O time quase não consegue chegar à defesa adversária pelo meio de campo. Não há infiltração dos volantes e é possível observar uma total ausência de passes em profundidade para os dois pontas e também para Diego Souza, escalado como centroavante desde a sua chegada ao clube.

Desta forma, as jogadas da equipe limitam-se aos cruzamentos rasteiros - por onde saíram os gols contra Corinthians e Madureira. As bolas aéreas quase sempre são afastadas pelas zagas adversárias. A consequência dessa limitação são os poucos gols feitos pelo clube neste início de temporada (4 em 5 partidas, média de apenas 0,8 por jogo).

Escalado nas três últimas partidas do Tricolor, Shaylon não está conseguindo dar conta do recado. Apesar de ser bem prestativo à equipe e arriscar algumas jogadas, o garoto tem dificuldades para chamar a responsabilidade na posição e também não tem chegado tanto à área adversária para concluir as jogadas.

Diante da dificuldade, a diretoria foi buscar o meia Nenê, no Vasco, e ainda conta com o peruano Cueva no elenco, que ainda tem destino incerto dentro do São Paulo após pedir para não viajar para o jogo contra o Mirassol - terceira rodada do Paulistão - e externar publicamente seu descontentamento com a reserva (desmentida, dias depois, pelo próprio jogador).

Seja quem for que vá assumir a vaga de camisa 10, precisa fazer o time mudar de postura durante os jogos e desafogar os lados dos campos.

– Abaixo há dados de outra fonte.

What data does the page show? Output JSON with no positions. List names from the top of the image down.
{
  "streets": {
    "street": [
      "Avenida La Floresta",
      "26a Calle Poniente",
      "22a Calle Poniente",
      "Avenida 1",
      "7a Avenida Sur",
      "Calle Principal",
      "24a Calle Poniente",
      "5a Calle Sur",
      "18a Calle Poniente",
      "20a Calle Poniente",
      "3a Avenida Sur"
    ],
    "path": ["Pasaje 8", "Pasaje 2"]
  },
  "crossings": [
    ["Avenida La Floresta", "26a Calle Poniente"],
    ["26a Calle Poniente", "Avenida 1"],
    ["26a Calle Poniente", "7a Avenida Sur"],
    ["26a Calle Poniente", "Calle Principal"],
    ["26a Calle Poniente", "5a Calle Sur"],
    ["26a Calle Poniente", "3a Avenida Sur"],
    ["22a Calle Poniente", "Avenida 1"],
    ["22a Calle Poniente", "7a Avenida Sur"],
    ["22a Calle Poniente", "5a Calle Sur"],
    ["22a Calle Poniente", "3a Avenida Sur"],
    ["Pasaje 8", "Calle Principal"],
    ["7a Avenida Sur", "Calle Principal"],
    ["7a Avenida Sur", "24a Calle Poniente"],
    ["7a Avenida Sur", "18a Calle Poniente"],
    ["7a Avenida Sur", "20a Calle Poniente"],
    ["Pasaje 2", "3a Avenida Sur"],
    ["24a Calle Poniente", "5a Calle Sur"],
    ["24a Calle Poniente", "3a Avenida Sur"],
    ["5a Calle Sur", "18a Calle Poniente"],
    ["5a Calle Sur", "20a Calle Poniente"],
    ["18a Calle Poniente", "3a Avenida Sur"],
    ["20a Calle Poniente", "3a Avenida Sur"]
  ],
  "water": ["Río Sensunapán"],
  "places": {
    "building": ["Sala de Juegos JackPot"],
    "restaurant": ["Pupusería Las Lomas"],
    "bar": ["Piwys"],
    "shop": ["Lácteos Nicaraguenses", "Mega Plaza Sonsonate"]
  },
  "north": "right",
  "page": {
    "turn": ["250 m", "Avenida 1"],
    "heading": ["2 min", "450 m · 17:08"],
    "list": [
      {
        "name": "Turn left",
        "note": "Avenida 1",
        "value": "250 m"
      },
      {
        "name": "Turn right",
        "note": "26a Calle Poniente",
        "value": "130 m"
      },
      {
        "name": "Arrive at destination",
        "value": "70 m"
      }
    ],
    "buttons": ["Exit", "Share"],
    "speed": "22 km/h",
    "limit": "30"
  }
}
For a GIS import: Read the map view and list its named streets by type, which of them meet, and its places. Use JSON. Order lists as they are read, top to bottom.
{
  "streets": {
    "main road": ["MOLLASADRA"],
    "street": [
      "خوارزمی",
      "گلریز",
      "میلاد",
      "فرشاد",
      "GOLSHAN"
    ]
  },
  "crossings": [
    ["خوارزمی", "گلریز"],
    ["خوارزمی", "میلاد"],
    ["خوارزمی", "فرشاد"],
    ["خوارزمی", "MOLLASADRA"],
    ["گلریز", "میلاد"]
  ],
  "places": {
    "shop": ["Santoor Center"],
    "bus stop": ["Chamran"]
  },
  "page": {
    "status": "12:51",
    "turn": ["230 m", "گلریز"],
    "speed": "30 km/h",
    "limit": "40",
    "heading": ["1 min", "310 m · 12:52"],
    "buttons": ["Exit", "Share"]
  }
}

O Tricolor necessita arriscar mais de fora da área e ter um articulador que saiba lançar bolas em profundidade para seus dois pontas. Sem esse tipo articulação fica difícil abrir os ferrolhos defensivos adversários.

Vale lembrar que os dois laterais titulares (Militão e Edimar) possuem características defensivas e, com isso, Dorival pode liberar Petros ou Jucilei para chegarem ao gol adversário. O treinador, aos poucos, vai ajustando a equipe conforme suas crenças. O São Paulo carrega uma pressão grande e os resultados não virão do dia para a noite. Há de se ter paciência, torcedor.

Conteúdo publicado originalmente no site Lance!

Publicada em 22/02/2018, às 18:22

Perfil do elenco e estratégias de Dorival não combinam no São Paulo

Técnico vem apostando nos principais reforços trazidos pela diretoria, mas não consegue implantar o que treina nas partidas e vive sob intensa pressão no segundo mês do ano

Dorival aposta em estratégias que se mostram ineficazes com o elenco do São Paulo (Rubens Chiri/saopaulofc.net)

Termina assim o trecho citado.